You couldn’t just say you absolutely would do something in the future in Demotic; the assumptions built into the structure of its grammar forbade certainty about uncontrollable events. Satemcan was coming as close to that as possible.
The canid wasn’t looking at his slightly scruffy best; the areas over his wounds were naked and glistening with the pseudoskin that covered them. He was moving well enough, though, and the medical tembst used organic glues to hold things together internally. They’d be absorbed as the accelerated natural healing took place.
And there was a crazed look in his reddish eyes. Not a happy camper, Sally thought. Well, neither am I.
“Canid,” Teyud said. “Can you track these individuals?”
“Yessss,” Satemcan said, all business for a moment.

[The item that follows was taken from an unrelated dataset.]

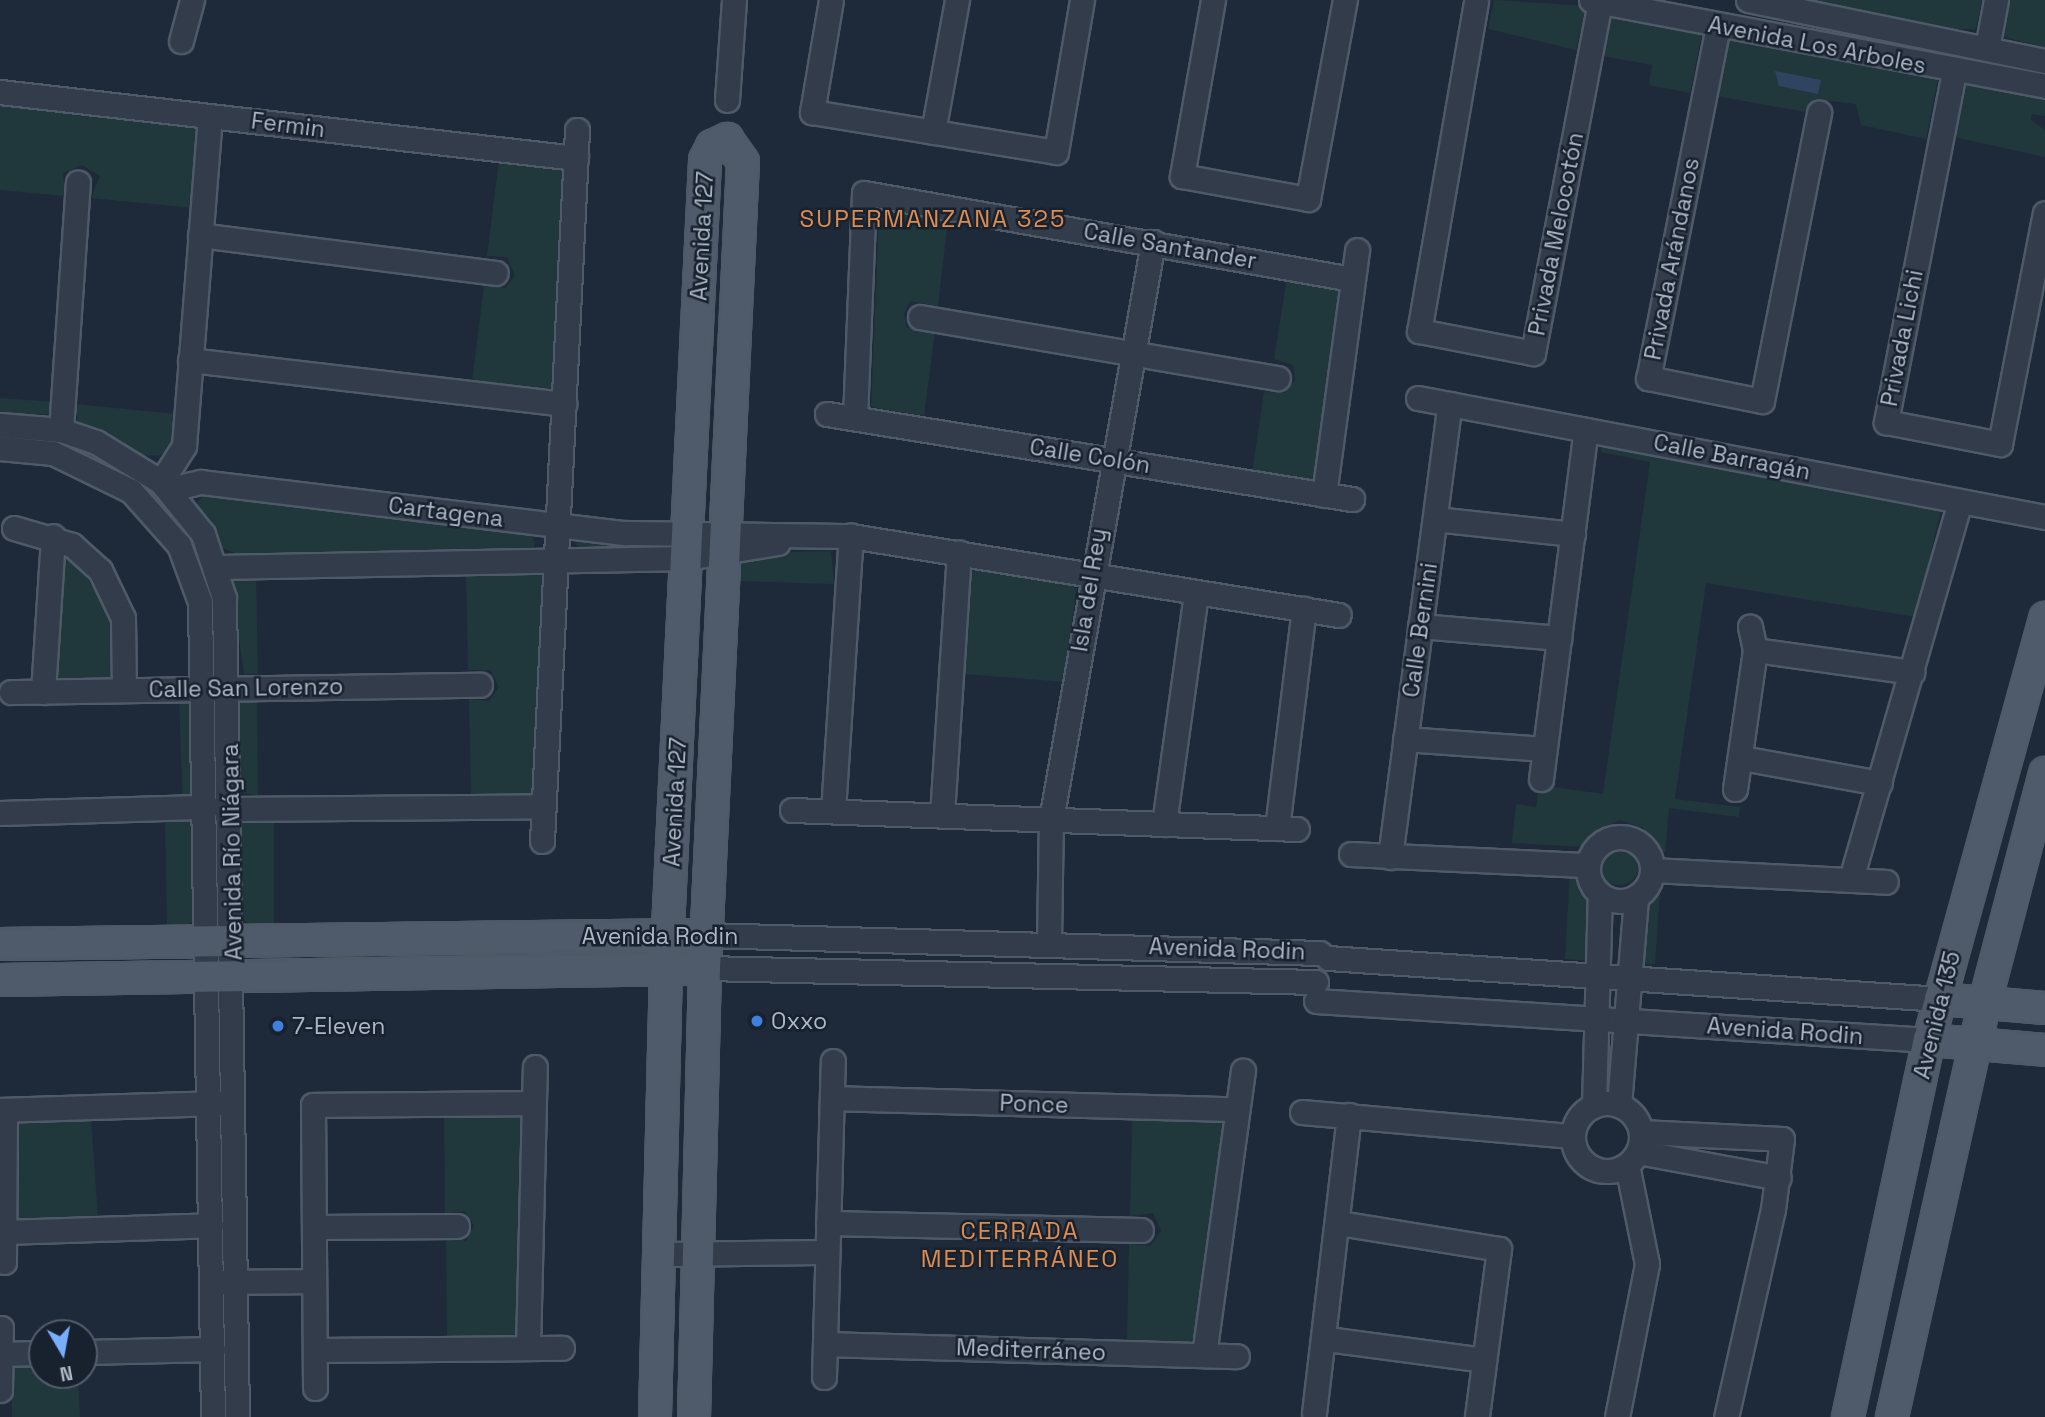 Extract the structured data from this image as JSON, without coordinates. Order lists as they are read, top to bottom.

He began to walk away from the apartment building, nose working as his deep red tongue came out to lap over it. After a moment he sniggered, which was something to see:
“He-he-he-he! Here they triggered an antiscent aerosol. I express derision! Utter futility! My exceptional sensitivity and practiced skill easily uncover the scents of blood and fear pheromones.”
He trotted on. Teyud was keeping her eyes up, watching for movement on the low rooftops without seeming to strain.
“Intriguing,” she said softly. “This resembles minor-unit confrontation tactics more than most private commissions.”
Martians weren’t any braver than Terrans, on average; they were just more straightforward. Teyud was, though. They’d worked together before, and it could get stressful. But right now, Sally didn’t give a damn.